Temperaturas podem atingir de 43°C a 45°C em algumas áreas, especialmente no Pantanal e regiões próximas
Uma onda de calor excepcional está prestes a atingir o Brasil, trazendo temperaturas extremamente elevadas e ameaças à vida. Este evento climático, previsto para os próximos dias, pode quebrar recordes históricos de temperatura em várias regiões do país, tornando-se um evento raro e perigoso para o mês de setembro.

Massa de ar quente e perigo elevado
Uma massa de ar extremamente quente cobrirá grande parte do Brasil nas próximas semanas. Embora seja comum o calor intenso em setembro, essa situação será particularmente severa e requererá atenção das autoridades devido à gravidade do calor esperado.
Muitos estados enfrentarão temperaturas extremamente elevadas, com marcas próximas ou superiores a 40°C. Essa onda de calor afetará áreas como o Paraná, Mato Grosso do Sul, São Paulo, Mato Grosso, Rio de Janeiro, Minas Gerais, Goiás, Distrito Federal, Rondônia, Amazonas, Pará, Tocantins, Bahia, Piauí e Maranhão.
Os estados do Mato Grosso e Mato Grosso do Sul podem sofrer as maiores altas de temperatura, com marcas que podem ultrapassar 40°C na maioria das cidades e atingir até 43°C a 45°C em algumas áreas, especialmente no Pantanal e regiões próximas.
Temperaturas elevadas e bolhas de calor
Evidências de pesquisas sugerem que as mudanças climáticas estão elevando a frequência de eventos de calor extremo, empurrando-os para altitudes mais elevadas na atmosfera, em uma analogia semelhante a adicionar mais ar quente a um balão já inflado.
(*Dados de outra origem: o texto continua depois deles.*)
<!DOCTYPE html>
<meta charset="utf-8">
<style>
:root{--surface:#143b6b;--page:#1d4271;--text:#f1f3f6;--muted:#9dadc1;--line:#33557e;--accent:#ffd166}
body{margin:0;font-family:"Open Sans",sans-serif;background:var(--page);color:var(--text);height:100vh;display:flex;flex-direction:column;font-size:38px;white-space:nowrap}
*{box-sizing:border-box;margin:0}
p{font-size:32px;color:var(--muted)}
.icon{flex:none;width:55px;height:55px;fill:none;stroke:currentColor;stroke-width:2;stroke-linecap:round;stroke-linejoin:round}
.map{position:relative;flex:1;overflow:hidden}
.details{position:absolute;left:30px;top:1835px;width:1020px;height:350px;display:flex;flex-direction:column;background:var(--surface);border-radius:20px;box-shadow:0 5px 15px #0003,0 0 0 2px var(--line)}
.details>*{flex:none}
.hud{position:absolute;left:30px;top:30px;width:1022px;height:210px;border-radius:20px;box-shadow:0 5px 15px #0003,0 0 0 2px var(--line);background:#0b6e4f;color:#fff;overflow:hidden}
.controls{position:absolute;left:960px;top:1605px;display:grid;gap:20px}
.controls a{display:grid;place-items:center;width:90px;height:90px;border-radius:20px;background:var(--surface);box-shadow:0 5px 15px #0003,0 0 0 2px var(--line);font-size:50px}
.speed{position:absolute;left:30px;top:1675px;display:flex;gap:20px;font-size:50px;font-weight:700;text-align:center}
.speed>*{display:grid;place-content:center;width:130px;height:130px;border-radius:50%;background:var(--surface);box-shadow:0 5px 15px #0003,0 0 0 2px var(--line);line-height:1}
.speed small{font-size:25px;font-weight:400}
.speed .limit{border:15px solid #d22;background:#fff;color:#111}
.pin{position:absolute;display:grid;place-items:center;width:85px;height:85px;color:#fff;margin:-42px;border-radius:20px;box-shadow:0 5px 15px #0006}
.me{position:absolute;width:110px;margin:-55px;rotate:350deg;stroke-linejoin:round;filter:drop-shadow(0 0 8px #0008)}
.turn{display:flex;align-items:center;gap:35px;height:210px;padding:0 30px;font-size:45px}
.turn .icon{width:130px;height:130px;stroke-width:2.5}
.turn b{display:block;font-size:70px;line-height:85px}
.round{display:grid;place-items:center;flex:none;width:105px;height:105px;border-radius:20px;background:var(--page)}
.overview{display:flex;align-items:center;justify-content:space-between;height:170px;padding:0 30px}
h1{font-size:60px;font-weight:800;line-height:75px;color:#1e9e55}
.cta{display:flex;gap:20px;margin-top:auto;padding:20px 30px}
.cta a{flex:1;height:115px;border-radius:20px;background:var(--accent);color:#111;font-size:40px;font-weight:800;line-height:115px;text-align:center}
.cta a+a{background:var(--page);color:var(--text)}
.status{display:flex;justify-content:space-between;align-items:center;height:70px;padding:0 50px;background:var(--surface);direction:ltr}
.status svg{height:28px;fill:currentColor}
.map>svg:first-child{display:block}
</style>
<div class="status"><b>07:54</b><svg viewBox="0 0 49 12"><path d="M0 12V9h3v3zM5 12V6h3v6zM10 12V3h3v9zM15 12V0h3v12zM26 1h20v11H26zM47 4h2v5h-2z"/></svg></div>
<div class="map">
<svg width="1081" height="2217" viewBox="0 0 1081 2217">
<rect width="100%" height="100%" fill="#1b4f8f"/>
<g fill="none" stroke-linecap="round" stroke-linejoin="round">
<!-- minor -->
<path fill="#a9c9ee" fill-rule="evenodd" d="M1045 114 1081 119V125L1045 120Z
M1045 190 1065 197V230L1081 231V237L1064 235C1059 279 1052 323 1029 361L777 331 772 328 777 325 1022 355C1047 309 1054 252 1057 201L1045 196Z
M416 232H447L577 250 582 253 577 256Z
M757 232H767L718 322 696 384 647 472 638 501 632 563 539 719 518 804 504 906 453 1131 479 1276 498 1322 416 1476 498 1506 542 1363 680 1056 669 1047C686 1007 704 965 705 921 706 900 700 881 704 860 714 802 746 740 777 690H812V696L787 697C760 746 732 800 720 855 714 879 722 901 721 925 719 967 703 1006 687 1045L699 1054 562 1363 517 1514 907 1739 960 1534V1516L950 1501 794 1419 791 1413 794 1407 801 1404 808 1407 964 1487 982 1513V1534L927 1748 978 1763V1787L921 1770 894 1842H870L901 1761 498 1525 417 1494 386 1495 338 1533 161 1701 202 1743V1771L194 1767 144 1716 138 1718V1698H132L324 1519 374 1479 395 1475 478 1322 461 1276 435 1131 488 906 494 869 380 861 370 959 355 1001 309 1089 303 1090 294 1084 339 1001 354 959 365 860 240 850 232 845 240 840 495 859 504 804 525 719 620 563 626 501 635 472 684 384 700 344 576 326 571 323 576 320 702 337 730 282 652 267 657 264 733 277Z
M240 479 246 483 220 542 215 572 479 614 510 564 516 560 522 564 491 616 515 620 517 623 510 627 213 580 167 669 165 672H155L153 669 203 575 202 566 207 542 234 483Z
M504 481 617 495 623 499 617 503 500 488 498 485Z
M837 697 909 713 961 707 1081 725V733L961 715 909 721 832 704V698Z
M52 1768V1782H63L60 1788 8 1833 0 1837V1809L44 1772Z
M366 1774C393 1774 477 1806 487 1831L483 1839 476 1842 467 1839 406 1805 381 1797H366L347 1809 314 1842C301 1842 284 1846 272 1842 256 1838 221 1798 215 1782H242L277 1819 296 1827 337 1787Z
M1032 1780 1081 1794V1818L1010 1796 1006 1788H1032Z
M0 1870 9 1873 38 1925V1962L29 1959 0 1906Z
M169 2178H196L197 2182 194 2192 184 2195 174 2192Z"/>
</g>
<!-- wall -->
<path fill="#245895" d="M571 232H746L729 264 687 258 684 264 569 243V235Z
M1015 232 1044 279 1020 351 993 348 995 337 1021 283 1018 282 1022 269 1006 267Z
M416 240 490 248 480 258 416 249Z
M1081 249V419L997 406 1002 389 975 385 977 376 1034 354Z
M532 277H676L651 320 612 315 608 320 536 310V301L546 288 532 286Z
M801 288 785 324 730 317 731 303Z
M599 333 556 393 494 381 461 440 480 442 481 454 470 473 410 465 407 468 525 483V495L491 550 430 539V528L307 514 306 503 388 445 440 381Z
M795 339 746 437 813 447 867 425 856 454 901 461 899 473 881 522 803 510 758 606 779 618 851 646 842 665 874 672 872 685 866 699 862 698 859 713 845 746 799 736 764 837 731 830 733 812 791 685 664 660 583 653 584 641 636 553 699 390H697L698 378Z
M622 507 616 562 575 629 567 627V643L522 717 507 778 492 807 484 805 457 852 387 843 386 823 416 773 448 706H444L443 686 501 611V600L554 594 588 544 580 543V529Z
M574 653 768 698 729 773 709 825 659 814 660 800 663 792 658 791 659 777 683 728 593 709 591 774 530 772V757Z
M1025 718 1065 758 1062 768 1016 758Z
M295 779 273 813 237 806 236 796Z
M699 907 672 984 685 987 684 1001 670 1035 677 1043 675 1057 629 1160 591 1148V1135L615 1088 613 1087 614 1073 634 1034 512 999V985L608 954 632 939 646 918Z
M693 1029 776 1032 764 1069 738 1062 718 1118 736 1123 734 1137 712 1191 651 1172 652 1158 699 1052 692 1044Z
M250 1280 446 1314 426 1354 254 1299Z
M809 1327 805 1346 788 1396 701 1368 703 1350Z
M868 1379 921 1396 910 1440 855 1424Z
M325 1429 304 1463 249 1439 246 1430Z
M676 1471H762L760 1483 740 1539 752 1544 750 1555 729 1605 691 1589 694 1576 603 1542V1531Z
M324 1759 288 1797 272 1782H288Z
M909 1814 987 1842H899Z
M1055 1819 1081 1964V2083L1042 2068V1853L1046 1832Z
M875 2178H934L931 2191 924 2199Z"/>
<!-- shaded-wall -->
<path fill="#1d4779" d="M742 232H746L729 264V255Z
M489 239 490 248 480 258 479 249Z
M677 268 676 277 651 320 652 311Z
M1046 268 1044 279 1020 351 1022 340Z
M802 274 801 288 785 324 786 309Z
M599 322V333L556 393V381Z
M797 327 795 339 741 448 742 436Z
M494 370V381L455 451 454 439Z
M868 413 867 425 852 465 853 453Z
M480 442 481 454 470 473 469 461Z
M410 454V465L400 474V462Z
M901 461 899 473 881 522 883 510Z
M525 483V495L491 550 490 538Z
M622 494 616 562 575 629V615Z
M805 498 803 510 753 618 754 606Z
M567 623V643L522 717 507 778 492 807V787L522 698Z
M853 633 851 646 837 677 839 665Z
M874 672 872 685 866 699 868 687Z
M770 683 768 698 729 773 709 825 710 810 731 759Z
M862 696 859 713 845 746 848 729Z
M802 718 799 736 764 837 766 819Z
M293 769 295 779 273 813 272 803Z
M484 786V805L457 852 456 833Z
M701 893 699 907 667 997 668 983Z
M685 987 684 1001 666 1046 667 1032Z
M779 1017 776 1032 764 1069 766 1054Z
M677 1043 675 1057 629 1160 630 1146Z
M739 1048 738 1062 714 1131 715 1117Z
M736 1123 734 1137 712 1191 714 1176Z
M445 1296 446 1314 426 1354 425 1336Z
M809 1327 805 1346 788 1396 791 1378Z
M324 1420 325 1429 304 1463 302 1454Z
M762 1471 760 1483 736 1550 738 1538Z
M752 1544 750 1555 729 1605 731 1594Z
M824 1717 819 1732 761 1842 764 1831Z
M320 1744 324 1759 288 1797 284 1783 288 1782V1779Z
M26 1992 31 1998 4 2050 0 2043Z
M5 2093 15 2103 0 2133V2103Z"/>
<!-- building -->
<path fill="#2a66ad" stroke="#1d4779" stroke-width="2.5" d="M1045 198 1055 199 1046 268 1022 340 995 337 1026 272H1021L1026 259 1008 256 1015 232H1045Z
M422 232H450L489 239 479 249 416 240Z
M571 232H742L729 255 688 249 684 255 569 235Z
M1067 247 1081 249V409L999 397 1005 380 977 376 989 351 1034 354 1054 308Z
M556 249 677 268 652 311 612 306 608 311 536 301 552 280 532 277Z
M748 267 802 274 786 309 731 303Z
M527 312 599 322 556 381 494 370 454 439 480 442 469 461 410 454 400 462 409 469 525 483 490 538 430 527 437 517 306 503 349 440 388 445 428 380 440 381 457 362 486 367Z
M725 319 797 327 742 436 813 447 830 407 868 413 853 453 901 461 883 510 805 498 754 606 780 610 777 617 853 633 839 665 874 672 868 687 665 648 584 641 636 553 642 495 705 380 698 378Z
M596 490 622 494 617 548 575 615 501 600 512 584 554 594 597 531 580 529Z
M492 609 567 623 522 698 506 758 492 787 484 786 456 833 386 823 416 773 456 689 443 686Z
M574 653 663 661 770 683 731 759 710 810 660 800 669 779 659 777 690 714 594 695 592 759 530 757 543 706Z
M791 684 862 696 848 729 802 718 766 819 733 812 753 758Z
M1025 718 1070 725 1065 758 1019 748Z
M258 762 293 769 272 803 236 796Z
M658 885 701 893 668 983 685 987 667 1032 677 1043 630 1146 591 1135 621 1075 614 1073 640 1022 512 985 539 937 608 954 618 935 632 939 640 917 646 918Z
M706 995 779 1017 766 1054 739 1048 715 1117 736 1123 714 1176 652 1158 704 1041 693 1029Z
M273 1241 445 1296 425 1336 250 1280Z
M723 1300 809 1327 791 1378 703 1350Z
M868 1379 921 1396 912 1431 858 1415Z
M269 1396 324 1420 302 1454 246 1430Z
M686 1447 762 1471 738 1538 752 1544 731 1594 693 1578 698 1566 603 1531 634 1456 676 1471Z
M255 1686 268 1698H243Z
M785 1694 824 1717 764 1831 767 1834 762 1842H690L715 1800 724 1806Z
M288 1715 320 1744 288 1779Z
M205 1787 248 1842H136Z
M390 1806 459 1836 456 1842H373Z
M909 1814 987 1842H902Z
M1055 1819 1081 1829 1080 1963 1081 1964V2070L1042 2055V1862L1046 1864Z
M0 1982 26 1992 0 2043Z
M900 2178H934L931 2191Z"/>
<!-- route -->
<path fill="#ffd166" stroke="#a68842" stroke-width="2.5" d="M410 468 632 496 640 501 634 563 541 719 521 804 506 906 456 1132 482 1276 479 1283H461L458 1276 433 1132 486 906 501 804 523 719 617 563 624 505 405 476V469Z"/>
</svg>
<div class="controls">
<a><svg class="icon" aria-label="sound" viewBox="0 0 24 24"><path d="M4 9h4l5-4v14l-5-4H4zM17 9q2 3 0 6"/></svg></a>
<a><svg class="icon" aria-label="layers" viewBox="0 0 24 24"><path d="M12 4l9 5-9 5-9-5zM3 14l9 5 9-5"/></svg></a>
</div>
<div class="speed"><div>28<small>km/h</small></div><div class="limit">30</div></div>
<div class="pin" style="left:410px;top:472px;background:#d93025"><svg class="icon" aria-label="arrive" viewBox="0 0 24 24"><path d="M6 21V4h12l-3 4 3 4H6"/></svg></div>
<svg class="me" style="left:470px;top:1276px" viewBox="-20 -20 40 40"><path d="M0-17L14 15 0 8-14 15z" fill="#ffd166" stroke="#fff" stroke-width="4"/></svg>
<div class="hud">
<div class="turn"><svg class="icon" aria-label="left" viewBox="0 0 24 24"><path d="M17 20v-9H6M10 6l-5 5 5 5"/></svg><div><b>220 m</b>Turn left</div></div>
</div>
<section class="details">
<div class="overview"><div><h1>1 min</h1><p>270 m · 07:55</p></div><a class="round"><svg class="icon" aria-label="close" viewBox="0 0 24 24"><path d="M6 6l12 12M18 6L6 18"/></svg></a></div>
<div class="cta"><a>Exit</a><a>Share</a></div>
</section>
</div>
Isso tem levado a um aumento na intensidade, duração e frequência de ondas de calor, tanto no Brasil quanto ao redor do mundo.
Nunca antes na história de mais de um século de observações climáticas globais, tantos recordes de altas temperaturas foram quebrados como durante a histórica onda de calor no final de junho de 2021, que afetou o Oeste da América do Norte. Esse evento foi resultado de uma gigantesca massa de ar quente e se classificou como o segundo desastre climático mais letal do ano, com um total de 1.037 óbitos, sendo 808 no Oeste do Canadá e 229 no noroeste dos Estados Unidos.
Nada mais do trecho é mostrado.